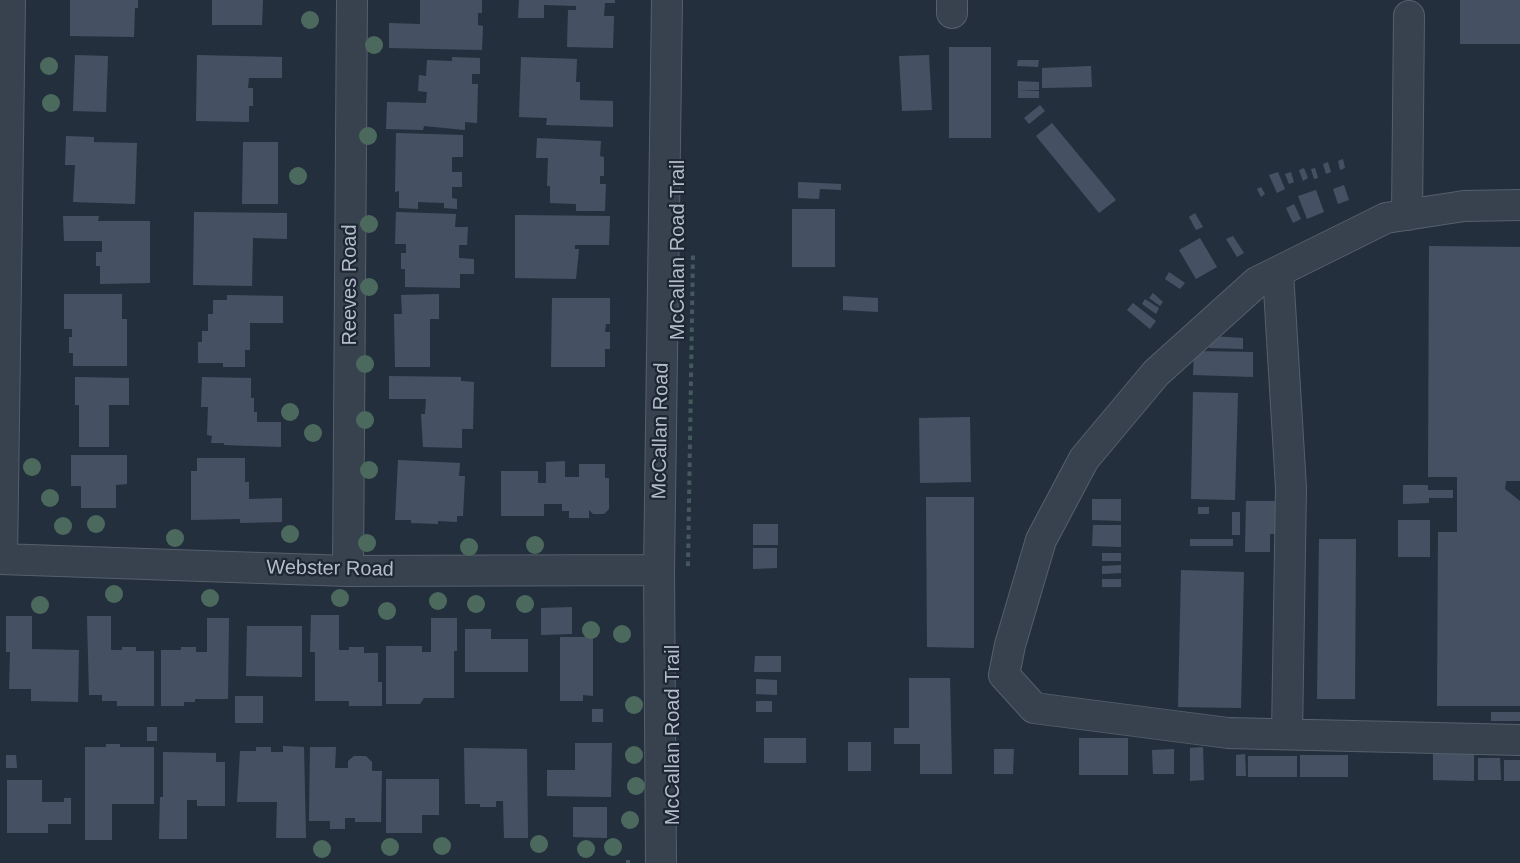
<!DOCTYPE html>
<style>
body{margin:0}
canvas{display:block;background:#242f3e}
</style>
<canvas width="1520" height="863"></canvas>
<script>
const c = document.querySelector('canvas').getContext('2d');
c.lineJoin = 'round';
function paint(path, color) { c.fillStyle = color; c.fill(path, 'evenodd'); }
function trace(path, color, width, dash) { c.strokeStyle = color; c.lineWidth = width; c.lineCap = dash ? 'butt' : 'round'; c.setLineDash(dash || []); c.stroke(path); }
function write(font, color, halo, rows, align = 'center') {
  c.font = font + ' Helvetica,sans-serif'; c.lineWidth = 4.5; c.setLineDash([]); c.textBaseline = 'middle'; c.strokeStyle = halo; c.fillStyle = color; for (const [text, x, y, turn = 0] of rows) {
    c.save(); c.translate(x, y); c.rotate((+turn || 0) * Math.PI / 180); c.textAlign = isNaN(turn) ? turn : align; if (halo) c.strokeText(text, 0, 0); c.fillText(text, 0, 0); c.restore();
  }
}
paint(new Path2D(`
 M70,0H138V8H135L134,37L70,36Z
 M212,0H263L262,25H212Z
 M420,0H482V13H478V25L483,26L482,50L389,48V23L420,24Z
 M519,0H615V3H605L604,16H614L613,48L567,47L568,10H576V6L544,5V18H518Z
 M1460,0H1520V44H1460Z
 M949,47H991V138H949Z
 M75,55L108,56L106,112L73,111Z
 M197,55L282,57V78H249L248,88H253V106H249V122L196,121Z
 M929,55L932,110L902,111L899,56Z
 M452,57L480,58V74H472V84H478L477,123L465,122V130L424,126L423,130L386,129L387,102L426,103L427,92L418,91L419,75L426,76L427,60L452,61Z
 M521,57L577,59L576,82H580V100L613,101V127L546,125L547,118L519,117Z
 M1018,60H1039L1038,67L1017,66Z
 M1091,66L1092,87L1042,88V68Z
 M1018,81L1039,82V90H1018Z
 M1018,90L1039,91V98H1018Z
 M1040,105L1045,111L1029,124L1024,118Z
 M1052,123L1116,200L1099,213L1036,136Z
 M396,133L463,135V157H452V172H462V187H452V198L457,199V209L444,208V203L418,202V209L399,208V191L395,192Z
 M66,136L94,137V142L137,143L135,204L73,202L75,165H65Z
 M537,138L601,141L600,156L604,157V176H600V184H606L605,211H576V204L550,203V186H547L548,158H536Z
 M243,142H278V204H242Z
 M1343,159L1345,168L1340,170L1338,161Z
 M1328,162L1331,172L1326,174L1323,164Z
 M1304,168L1308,178L1303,181L1299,170Z
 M1315,168L1318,178L1314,179L1311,169Z
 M1278,172L1285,189L1277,193L1269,175Z
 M1291,172L1294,182L1289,184L1285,174Z
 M798,182L841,184V190L820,189L819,199L798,198Z
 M1344,185L1349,200L1338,204L1333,189Z
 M1261,187L1265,194L1261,197L1257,189Z
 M1316,190L1324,212L1307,219L1298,196Z
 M1294,204L1301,219L1293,223L1286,208Z
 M792,209H835V267H792Z
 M194,212L287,213V239L253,238L252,286L193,285Z
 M396,212L456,214L455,227H468L467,245H459V258L474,259V274H460V288L405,287V269H401V253H406V244H395Z
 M1195,213L1203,227L1196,230L1189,217Z
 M515,215L610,216L609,245H575V249H579L576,279L515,278Z
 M63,216H99L98,221H150V283L100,284V266H96V252H102V241H64Z
 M1233,236L1244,253L1237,257L1226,239Z
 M1200,238L1217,267L1196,279L1179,250Z
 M1429,246L1520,247V481H1506L1505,489L1520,501V706H1437L1438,532H1457V477H1428Z
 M1169,272L1185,283L1180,289L1165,279Z
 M1153,293L1163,302L1160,306L1149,298Z
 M64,294H122V319H127V366H73V353H69V337H72V329H64Z
 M439,294V319H430V367H395L394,314H402L401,295Z
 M227,295L283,296V323H250V350H245V367H223V363H198V342H202V331H208V314H213V300H227Z
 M843,296L878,298V312L843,310Z
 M552,298H610V324H606L605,332H610V349H605V367H551Z
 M1145,299L1159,308L1156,314L1142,304Z
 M1133,303L1156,321L1150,329L1127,310Z
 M1209,336L1243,338V349L1209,348Z
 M1194,351L1253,352V377L1193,375Z
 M389,376L461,377V381L474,382L473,429H462V448L423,447L421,414H425L426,399H389Z
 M75,377L129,378V405H109V447H79V405H75Z
 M202,377L251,378V398H254V412H257V422H281V447L224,445V443H211L212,436L207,435L208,407H201Z
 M1193,392L1238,393L1235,500L1191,499Z
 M970,417L971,482L920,483L919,418Z
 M71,455H127V484L116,485V508H81V486H71Z
 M197,458H245V482H249V499L282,498V522L240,523V519L191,520V471H197Z
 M398,460L460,463L459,476H465L463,516H457V522L438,521V524L411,523V520H395Z
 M565,461V477H579V464H605V478H609V509L604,514H593L589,510V518H569V511H562V504H544V516H501V471H538V483H546V462Z
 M1403,485H1428V490H1453V498H1429V503L1403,504Z
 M926,497H974V648L927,647Z
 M1092,499H1121V521L1092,520Z
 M1246,501H1277V534H1270V552H1245Z
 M1198,507H1209V514H1198Z
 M1232,512H1240V535H1232Z
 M1398,520H1430V557H1398Z
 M753,524H778V545H753Z
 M1093,525H1121V547L1092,546Z
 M1190,539H1233V546H1190Z
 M1319,539H1356L1355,699H1317Z
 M753,548H777V568L753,569Z
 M1102,553H1121V561H1102Z
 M1121,565V573L1102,574V566Z
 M1181,570L1244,572L1241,708L1178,707Z
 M1102,579H1121V587H1102Z
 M572,607V634L541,635V608Z
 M311,615H339V650H349V647H364V653H378V682H382V706H349V701H315V652H310Z
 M6,616H32V649L79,650L78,702L31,701V689H9L10,652H6Z
 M87,616H111V650H122V647H136V651H154V706H117V701H102V695H89Z
 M207,618H229L228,699H195V702H184V706H161V650H181V647H196V652H207Z
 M431,618H457V651H454V698H424L420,704H386V646H422V652H431Z
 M247,626H302V677L246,676Z
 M465,629H491V639H528V672H465Z
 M560,637H593V696L583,695V701H560Z
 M755,656H781V672H754Z
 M909,678H950L952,774H920V744H894V728H909Z
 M756,679L777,680V695L756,694Z
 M235,696H263V723H235Z
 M756,701H772V712H756Z
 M592,709H603V722H592Z
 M1491,712H1520V721H1491Z
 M147,727H157V741H147Z
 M764,738H806V763H764Z
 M1079,738H1128V775H1079Z
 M848,742H871V771H848Z
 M575,743H612L611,797L547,796V770H575Z
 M106,744H120V747H154V804H112V840H85V747H106Z
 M283,746L304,747L306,838H276L277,802H237L240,751H256V747H271V752H283Z
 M310,747H336L335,768H348V761L354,756H366L372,762V771H382L381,822H355V818H345V829H330V821H309Z
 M1203,747L1204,780L1190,781V748Z
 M464,748L527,749L528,838H504L503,801H496V807H480V804H465Z
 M994,749H1014L1013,774H994Z
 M1174,749V774H1153L1152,750Z
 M1433,751H1474V781L1433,780Z
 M163,752L216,753V762H225V806H197V800H187V839H159L160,797H163Z
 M1245,754L1246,776H1236V755Z
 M6,755H16L17,768H6Z
 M1300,755H1348V777H1300Z
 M1248,756H1297V777H1248Z
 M1478,758H1500L1501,780H1478Z
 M1504,760H1520V781H1504Z
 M386,779H439V815H422V833H386Z
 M7,780H42V802H64V798H71V824H48V833H7Z
 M573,807H607V838L573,837Z`), '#455162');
const minor = new Path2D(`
 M952,0V13
 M1520,205L1464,206L1386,218L1257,282L1156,373L1084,459L1041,540L1010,645L1004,675L1034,708L1228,733L1520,740
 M1407,215L1409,16
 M1278,272L1291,488L1287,734
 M0,559L348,571L659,570
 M2,559L10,0
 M348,571L352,0
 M661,863L659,570L667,0`);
trace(minor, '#565f6c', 32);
trace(new Path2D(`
 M688,566L693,253
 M628,860V863`), '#44595c', 4, [4.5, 4.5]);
trace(minor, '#38414e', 30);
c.fillStyle = '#4b6a5d';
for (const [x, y] of [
 [310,20],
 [374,45],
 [49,66],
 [51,103],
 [368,136],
 [298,176],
 [369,224],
 [369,287],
 [365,364],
 [290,412],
 [365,420],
 [313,433],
 [32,467],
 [369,470],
 [50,498],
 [96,524],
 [63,526],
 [290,534],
 [175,538],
 [367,543],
 [535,545],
 [469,547],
 [114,594],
 [210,598],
 [340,598],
 [438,601],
 [476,604],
 [525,604],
 [40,605],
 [387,611],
 [591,630],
 [622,634],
 [634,705],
 [634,755],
 [636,786],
 [630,820],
 [539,844],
 [442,846],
 [390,847],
 [613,847],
 [322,849],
 [586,849]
]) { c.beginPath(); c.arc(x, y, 9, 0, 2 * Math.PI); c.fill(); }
write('20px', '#b4bcc9', '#1d2633', [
 ["McCallan Road Trail",678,250,-90],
 ["Reeves Road",350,285,-90],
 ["McCallan Road",661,431,-89],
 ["Webster Road",330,569,1],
 ["McCallan Road Trail",673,735,-90]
]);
</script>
____________________
Problem to solve:
Give only the number of lines in the material above that hold the word "font".

Response:
2